Making a dent in the universe
Google Creative Lab’s Steve Vranakis explains why creatives are best suited to making the world a better place.
Creatives are, by their nature, the right people to make the world better.
That was the premise of Steve Vranakis’ address to the Dubai Lynx, when he spoke about “creative activism”. When
Campaign quizzes the executive creative director of Google’s Creative Lab after his talk, he repeats this assertion.
“I feel we are sort of best positioned to tackle some of the world’s biggest problems,” he says. “The theme of my talk is: I believe that we are much more powerful than we think we are – we need to give ourselves more credit – and that we are at the most very basic natural-born problem-solvers.”
The industry spends most of its days earning a crust by solving challenges for brands, he says. “But by the same token we can apply that thinking to tackling some of the world’s biggest problems, whether they are social, economic or environmental.”
Although such altruism has been around for a while, now it is coming more into the spotlight, says Vranakis, who maintains doing good can be more than corporate social responsibility. CSR was seen as “that thing on the side that you had to do to make it look like you were making some sort of a contribution positively”.
“What’s happening now,” he adds, “Is that brands are seeing it as much more integral to their business.
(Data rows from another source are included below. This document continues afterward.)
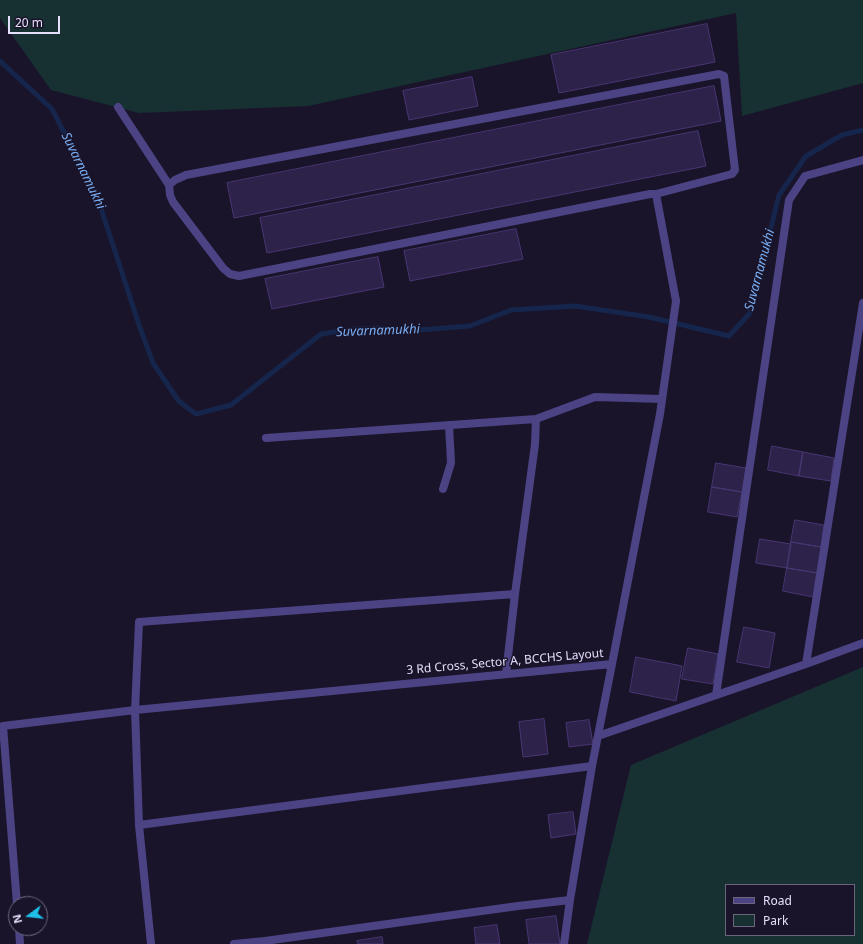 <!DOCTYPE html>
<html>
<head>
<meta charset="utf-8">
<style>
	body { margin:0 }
	#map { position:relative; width:863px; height:944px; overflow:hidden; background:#1a142a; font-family:"Noto Sans",sans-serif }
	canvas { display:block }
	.legend { position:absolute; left:725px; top:884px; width:130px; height:52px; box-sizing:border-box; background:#1a142a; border:1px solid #6b657e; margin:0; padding:5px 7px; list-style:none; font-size:12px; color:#e5dffc }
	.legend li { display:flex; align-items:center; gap:8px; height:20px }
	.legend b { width:20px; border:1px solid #6b657e }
	.north { position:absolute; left:8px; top:896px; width:40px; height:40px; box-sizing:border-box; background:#1a142a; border:1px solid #6b657e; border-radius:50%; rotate:255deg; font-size:11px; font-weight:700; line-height:16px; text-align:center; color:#e5dffc }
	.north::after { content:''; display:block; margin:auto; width:14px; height:18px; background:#1ec0e9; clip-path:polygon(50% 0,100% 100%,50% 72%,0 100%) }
	.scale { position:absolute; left:8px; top:16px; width:52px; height:18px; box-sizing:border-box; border:2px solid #e5dffc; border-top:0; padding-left:5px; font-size:12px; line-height:14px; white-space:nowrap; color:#e5dffc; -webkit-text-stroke:3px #1a142a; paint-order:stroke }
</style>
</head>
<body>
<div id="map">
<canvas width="863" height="944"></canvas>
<ul class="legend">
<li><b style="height:5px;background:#4c4384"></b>Road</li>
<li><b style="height:11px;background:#173133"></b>Park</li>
</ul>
<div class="north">N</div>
<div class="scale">20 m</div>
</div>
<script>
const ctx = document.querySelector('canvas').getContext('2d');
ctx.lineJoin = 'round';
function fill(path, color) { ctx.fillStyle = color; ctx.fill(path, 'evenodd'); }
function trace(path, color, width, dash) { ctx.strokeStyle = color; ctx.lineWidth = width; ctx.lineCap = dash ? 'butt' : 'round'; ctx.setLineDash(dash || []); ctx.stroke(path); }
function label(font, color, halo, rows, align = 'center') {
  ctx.font = font + ' "Noto Sans",sans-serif'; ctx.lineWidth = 3; ctx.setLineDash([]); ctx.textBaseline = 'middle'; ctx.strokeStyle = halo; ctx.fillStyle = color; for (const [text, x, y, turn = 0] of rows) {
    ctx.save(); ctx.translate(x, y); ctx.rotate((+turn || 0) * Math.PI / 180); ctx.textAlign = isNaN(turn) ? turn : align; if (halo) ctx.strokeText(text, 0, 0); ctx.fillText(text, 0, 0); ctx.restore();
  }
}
const green = new Path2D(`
	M0,0H863V83L742,116L736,13L308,106L139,113L51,90L0,18Z
	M863,667V944H587L631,765ZM726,885H854V935H726Z`);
const stream = new Path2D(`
	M0,61L52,109L98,199L139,325L153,363L178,400L185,406L196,414L231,405L321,334L354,329L378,328L419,330L470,326L511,310L575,306L649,317L729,336L750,313L779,195L806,156L842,135L863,130`);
const building = new Path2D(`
	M707,24L715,62L559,93L551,55Z
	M472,77L478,106L409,120L403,91Z
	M714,86L721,121L234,218L227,183Z
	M698,131L706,166L267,253L260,218Z
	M516,229L523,259L410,281L404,251Z
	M378,257L384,287L272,309L265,279Z
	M772,446L803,452L799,476L768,470Z
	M803,452L834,458L831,481L799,476Z
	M716,463L746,468L742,492L712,487Z
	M712,487L742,492L737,517L708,512Z
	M795,520L824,525L821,547L791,542Z
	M760,539L791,544L787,568L756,563Z
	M791,542L821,547L817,573L787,568Z
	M787,568L817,573L813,597L783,591Z
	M744,627L775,633L769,668L737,662Z
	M688,648L718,654L713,684L682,679Z
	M636,657L682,666L676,701L630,692Z
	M544,719L548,754L523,757L519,722Z
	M589,720L593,744L569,747L566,723Z
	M573,812L576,834L551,838L548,815Z
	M556,916L560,944H529L526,920Z
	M497,925L500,944H476L474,928Z
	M382,937L383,944H358L357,941Z`);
const service = new Path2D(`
	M118,107L169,185L170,195L173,202L223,268L230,274L239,276L650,194H656L732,174L735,170L724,76L719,74L186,175L175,180L169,185
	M656,194L676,301`);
const minor = new Path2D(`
	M266,438L536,419
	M443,489L451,463L449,425
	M612,664L660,414L676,301
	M806,664L863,643
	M506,674L515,594L535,444L536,419L595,397L662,399
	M716,695L789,200L805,176L863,160
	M598,736L806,664L863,303
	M139,825L135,710L612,664L592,766L570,900L518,906L265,941L266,944
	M17,904L3,726L135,710L139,622L515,594
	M19,928L20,944
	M151,944L139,825L592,766
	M234,944L265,941
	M564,944L570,900`);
const streetNames = [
	["3 Rd Cross, Sector A, BCCHS Layout",505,662,-5]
];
const waterNames = [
	["Suvarnamukhi",83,171,64],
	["Suvarnamukhi",760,270,-75],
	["Suvarnamukhi",378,331,-2]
];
fill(green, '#173133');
trace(stream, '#15254c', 5);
fill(building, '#2d2249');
trace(building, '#483672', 1);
trace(service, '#4c4384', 8);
trace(minor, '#4c4384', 8);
label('12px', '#e5dffc', '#1a142a', streetNames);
label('italic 13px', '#78adf2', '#1a142a', waterNames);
</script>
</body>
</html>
They are seeing the new millennial generation and mindset who actually care that brands are doing these type of things.”
This also encourages companies to highlight the good they do. “People are shouting a lot more about the types of things they are doing because they genuinely believe in why they are doing them.”
And Creative Lab is leading by example.
It is a sort of hands-on think tank embedded within Google, and Vranakis says the commercially aligned work includes advertising. His team launched the Pixel Android phone last year; it launched the Home device, and the web browser Chrome. But that is not all the Lab does. “Throughout our entire organisation, the global leadership team is quite transparent with the objectives the company wants to deliver against,” says Vranakis. “It is very transparent and very open. There is a huge culture of trust, and they are very trusting with what we want to do and why we want to do it.”
This may manifest itself in different ways in different product areas and different regions, but it comes from “this big united approach”.
“My day-to-day remit is we will look for opportunities as to how we deliver against these OKRs [objectives and key results],” says Vranakis. “You can see the sort of thing that we are supporting: it’s the different types of product areas, the different types of initiative, and that sort of thing that we will be supporting. My group in the Creative Lab, specifically, will look at interesting, innovative, experimental ways of bringing these to life. And then we will look at how we scale them.”
In the London-based Lab, half of the team’s time is spent on commercial, revenue-driving work, and the other half, he says, “is much more around the brand and the reputational-type work, which is as important. They become part
“People are shouting a lot more about the types of things they are doing because they genuinely believe in why they are doing them.”
and parcel, and you would struggle to do one without the other.”
He describes the Creative Lab team as “a bunch of creative people who work across Google brands”. He says: “We are trying to make a bit of a dent in the universe.”
This dent is made with projects such as Inside Abbey Road, which uses virtual reality (a smart phone tucked into an inexpensive Google Cardboard headset) to let anyone see inside the iconic London recording studio. Project Jacquard was announced last month at South by Southwest, and uses conductive fibers woven into clothing so your denim jacket can act as a touch screen. The team has brought dinosaur fossils to life.
And it has followed a “technology for everyone” philosophy (Vranakis admits that when he uses the word “democratisation” he sounds pretentious) to get tens of thousands of Indian women online, partnering with the Tata conglomerate to transport web devices to remote rural villages in India using bicycles.
While Vranakis is quick, in that almost cult-like Silicon Valley way, to credit “the company delivering against what we honestly believe in,” he also says that a rigorously structured approach to projects is another key to their success, or at least to their worth.
“You hear these clichés about taking the fear out of failure and all that sort of thing, and I don’t have anything against that,” he says. “But if you are running a business and you are accountable to people, it’s not that easy to say oh, it failed, no biggie, let’s just write that off.”
If a project does fail, take learnings from it nonetheless. “It’s a very controlled sort of process, and the whole idea of how you prototype is that you will never have gotten into it so much that it massively exposed you.”
“It’s less about being rejected,” he says. “We embark on a journey through this making process, where we get to something very quickly. Throughout that process, usually within a week, or two weeks maximum, we will see very quickly if it works or if we can validate that proof of concept.”
So there are plenty of ideas that don’t get finished. “We are able to drop things at a moment in time when they won’t have a massive implication because the process is managed,” he says. “And because we are approaching them in the right way.”